WORK TO COMPLETE ->
Your task is to copy the listing exactly, with the pictures left out.

SUPPLIED RECORDS ->
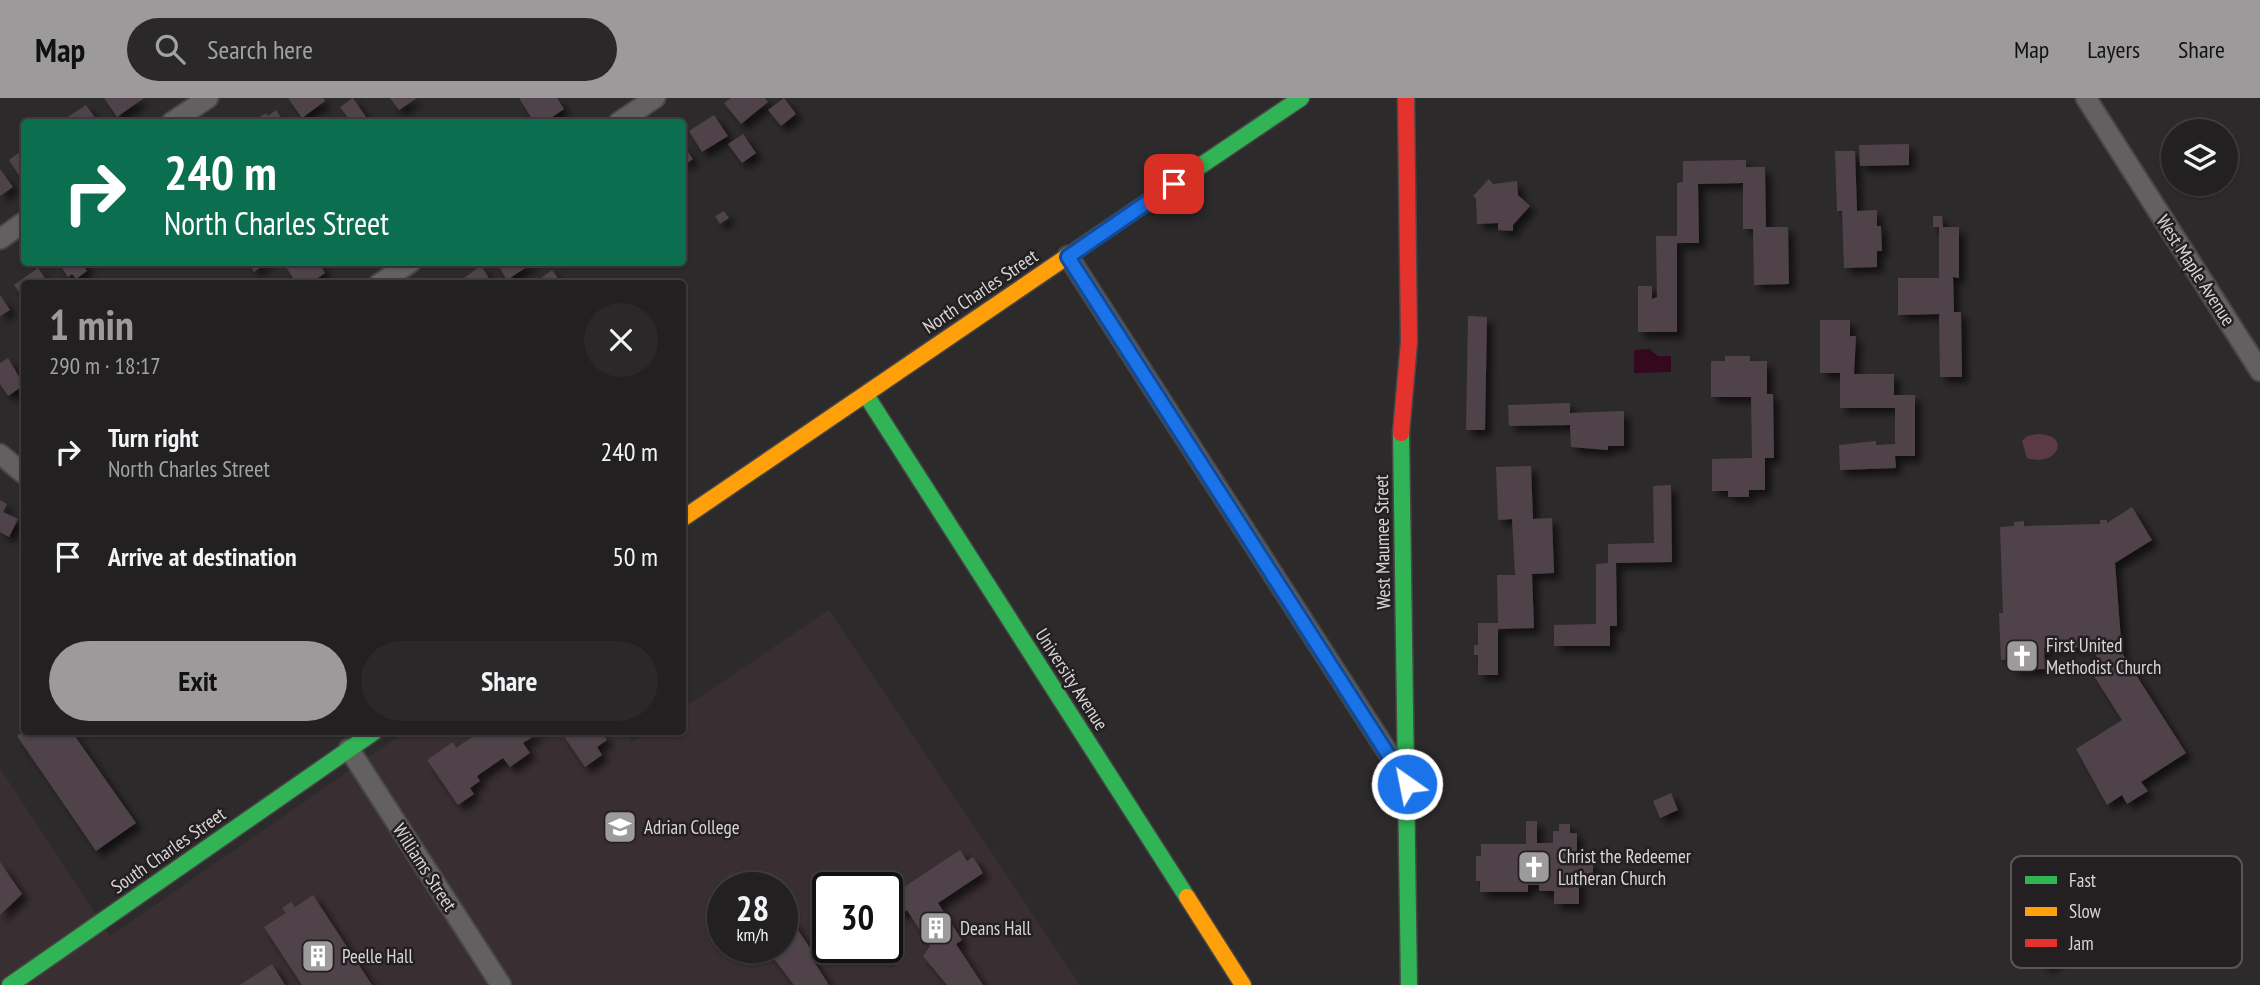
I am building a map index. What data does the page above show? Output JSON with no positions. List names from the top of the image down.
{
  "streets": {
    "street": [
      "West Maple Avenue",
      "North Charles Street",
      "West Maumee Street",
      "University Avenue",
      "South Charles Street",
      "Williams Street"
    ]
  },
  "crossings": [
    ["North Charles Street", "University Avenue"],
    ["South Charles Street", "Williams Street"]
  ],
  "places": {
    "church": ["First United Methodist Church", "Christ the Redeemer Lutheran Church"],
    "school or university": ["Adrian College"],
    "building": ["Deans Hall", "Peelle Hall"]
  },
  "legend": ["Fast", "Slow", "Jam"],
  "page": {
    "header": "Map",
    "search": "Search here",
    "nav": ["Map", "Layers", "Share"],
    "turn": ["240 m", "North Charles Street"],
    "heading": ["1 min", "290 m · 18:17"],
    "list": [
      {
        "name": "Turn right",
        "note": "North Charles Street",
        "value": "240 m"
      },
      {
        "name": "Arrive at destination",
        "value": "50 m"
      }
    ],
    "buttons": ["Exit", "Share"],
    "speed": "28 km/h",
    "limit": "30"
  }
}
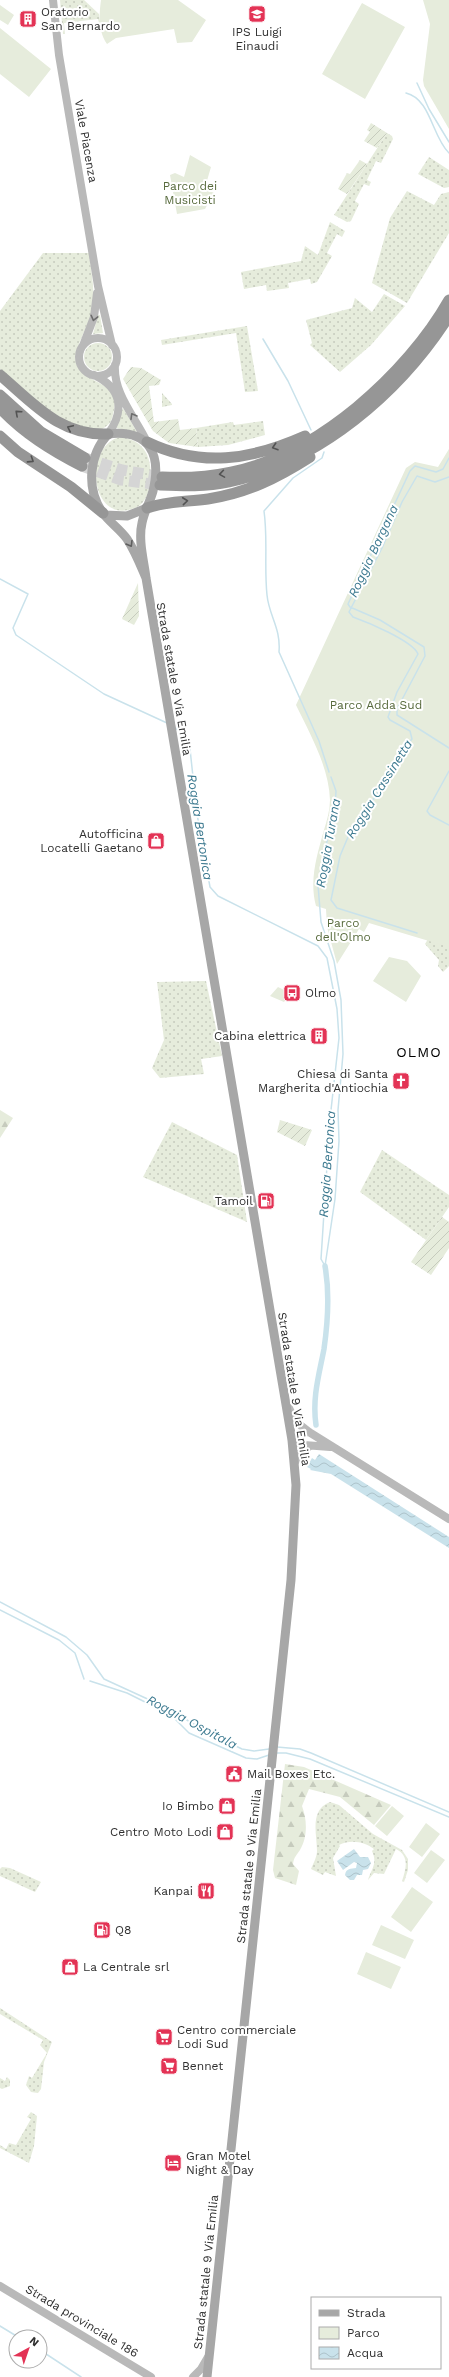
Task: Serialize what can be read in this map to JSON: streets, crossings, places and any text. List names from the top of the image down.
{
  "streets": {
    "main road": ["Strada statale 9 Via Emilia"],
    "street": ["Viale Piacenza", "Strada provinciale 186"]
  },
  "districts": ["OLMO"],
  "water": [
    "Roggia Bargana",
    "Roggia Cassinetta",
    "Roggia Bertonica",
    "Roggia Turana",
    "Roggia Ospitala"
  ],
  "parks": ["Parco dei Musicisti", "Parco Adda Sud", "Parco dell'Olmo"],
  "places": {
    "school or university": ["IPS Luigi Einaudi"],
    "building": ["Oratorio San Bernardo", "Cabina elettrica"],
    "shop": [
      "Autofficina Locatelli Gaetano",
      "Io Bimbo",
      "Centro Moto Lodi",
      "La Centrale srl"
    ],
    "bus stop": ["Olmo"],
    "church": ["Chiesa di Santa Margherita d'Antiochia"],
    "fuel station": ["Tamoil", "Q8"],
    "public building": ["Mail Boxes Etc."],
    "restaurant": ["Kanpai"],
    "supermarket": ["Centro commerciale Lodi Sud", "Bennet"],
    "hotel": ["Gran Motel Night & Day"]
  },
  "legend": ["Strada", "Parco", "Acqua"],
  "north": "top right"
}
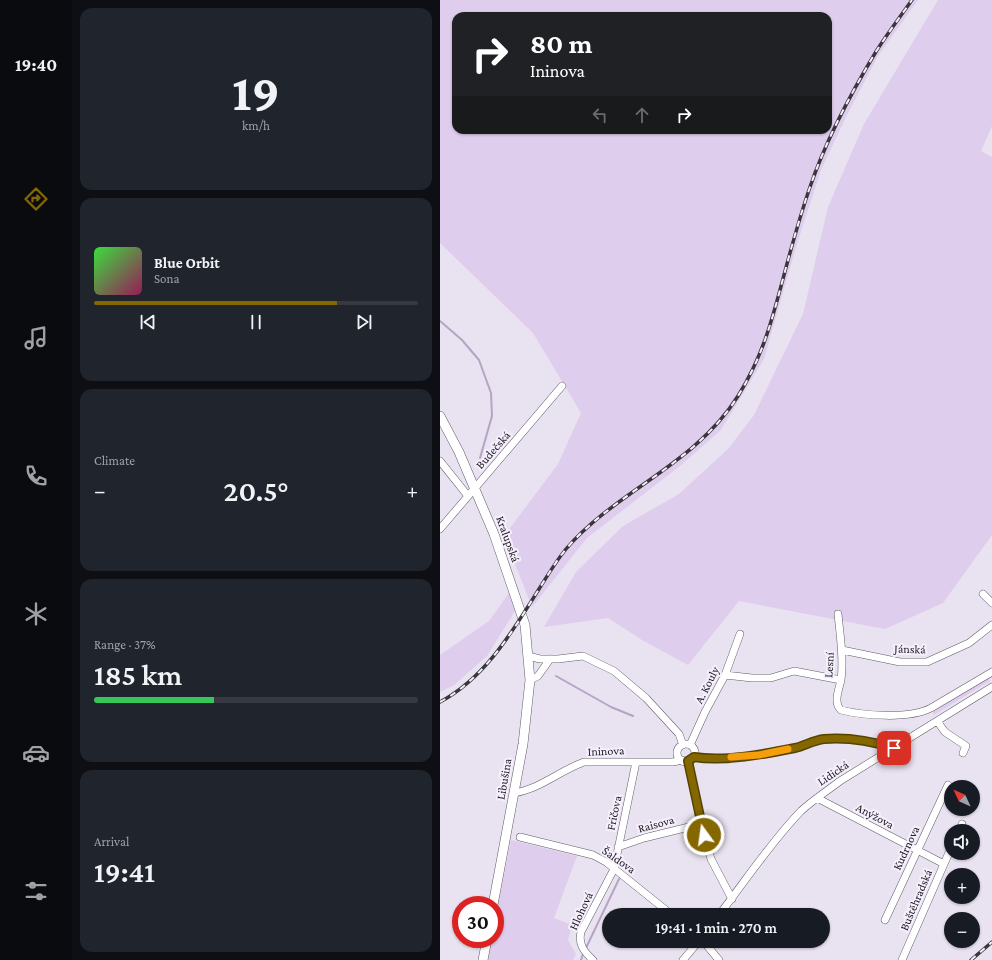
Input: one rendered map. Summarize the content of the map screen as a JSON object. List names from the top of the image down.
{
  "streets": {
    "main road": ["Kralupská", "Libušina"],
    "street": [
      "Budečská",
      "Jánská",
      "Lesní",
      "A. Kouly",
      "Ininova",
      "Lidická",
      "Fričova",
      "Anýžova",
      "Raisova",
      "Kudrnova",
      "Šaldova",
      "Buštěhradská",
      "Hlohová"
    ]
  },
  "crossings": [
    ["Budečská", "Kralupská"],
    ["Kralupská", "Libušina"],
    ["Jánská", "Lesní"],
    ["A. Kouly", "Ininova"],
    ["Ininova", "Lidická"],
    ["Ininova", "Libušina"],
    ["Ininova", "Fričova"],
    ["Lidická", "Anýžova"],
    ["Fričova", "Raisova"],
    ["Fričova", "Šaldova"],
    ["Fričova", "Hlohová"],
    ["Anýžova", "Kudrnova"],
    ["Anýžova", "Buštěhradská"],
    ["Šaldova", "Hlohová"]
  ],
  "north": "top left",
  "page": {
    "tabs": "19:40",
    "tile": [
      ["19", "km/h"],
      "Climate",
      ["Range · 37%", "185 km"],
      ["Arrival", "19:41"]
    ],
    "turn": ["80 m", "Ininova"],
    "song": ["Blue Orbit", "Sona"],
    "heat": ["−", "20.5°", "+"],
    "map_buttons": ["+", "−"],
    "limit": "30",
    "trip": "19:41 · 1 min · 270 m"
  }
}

SOLUTION FOR THIS EXERCISE ->
I am building a map index. What data does the page above show? Output JSON with no positions. List names from the top of the image down.
{
  "streets": {
    "street": [
      "West Maple Avenue",
      "North Charles Street",
      "West Maumee Street",
      "University Avenue",
      "South Charles Street",
      "Williams Street"
    ]
  },
  "crossings": [
    ["North Charles Street", "University Avenue"],
    ["South Charles Street", "Williams Street"]
  ],
  "places": {
    "church": ["First United Methodist Church", "Christ the Redeemer Lutheran Church"],
    "school or university": ["Adrian College"],
    "building": ["Deans Hall", "Peelle Hall"]
  },
  "legend": ["Fast", "Slow", "Jam"],
  "page": {
    "header": "Map",
    "search": "Search here",
    "nav": ["Map", "Layers", "Share"],
    "turn": ["240 m", "North Charles Street"],
    "heading": ["1 min", "290 m · 18:17"],
    "list": [
      {
        "name": "Turn right",
        "note": "North Charles Street",
        "value": "240 m"
      },
      {
        "name": "Arrive at destination",
        "value": "50 m"
      }
    ],
    "buttons": ["Exit", "Share"],
    "speed": "28 km/h",
    "limit": "30"
  }
}
Task: Serialize what can be read in this map to JSON: streets, crossings, places and any text. List names from the top of the image down.
{
  "streets": {
    "main road": ["Strada statale 9 Via Emilia"],
    "street": ["Viale Piacenza", "Strada provinciale 186"]
  },
  "districts": ["OLMO"],
  "water": [
    "Roggia Bargana",
    "Roggia Cassinetta",
    "Roggia Bertonica",
    "Roggia Turana",
    "Roggia Ospitala"
  ],
  "parks": ["Parco dei Musicisti", "Parco Adda Sud", "Parco dell'Olmo"],
  "places": {
    "school or university": ["IPS Luigi Einaudi"],
    "building": ["Oratorio San Bernardo", "Cabina elettrica"],
    "shop": [
      "Autofficina Locatelli Gaetano",
      "Io Bimbo",
      "Centro Moto Lodi",
      "La Centrale srl"
    ],
    "bus stop": ["Olmo"],
    "church": ["Chiesa di Santa Margherita d'Antiochia"],
    "fuel station": ["Tamoil", "Q8"],
    "public building": ["Mail Boxes Etc."],
    "restaurant": ["Kanpai"],
    "supermarket": ["Centro commerciale Lodi Sud", "Bennet"],
    "hotel": ["Gran Motel Night & Day"]
  },
  "legend": ["Strada", "Parco", "Acqua"],
  "north": "top right"
}
Input: one rendered map. Summarize the content of the map screen as a JSON object. List names from the top of the image down.
{
  "streets": {
    "main road": ["Kralupská", "Libušina"],
    "street": [
      "Budečská",
      "Jánská",
      "Lesní",
      "A. Kouly",
      "Ininova",
      "Lidická",
      "Fričova",
      "Anýžova",
      "Raisova",
      "Kudrnova",
      "Šaldova",
      "Buštěhradská",
      "Hlohová"
    ]
  },
  "crossings": [
    ["Budečská", "Kralupská"],
    ["Kralupská", "Libušina"],
    ["Jánská", "Lesní"],
    ["A. Kouly", "Ininova"],
    ["Ininova", "Lidická"],
    ["Ininova", "Libušina"],
    ["Ininova", "Fričova"],
    ["Lidická", "Anýžova"],
    ["Fričova", "Raisova"],
    ["Fričova", "Šaldova"],
    ["Fričova", "Hlohová"],
    ["Anýžova", "Kudrnova"],
    ["Anýžova", "Buštěhradská"],
    ["Šaldova", "Hlohová"]
  ],
  "north": "top left",
  "page": {
    "tabs": "19:40",
    "tile": [
      ["19", "km/h"],
      "Climate",
      ["Range · 37%", "185 km"],
      ["Arrival", "19:41"]
    ],
    "turn": ["80 m", "Ininova"],
    "song": ["Blue Orbit", "Sona"],
    "heat": ["−", "20.5°", "+"],
    "map_buttons": ["+", "−"],
    "limit": "30",
    "trip": "19:41 · 1 min · 270 m"
  }
}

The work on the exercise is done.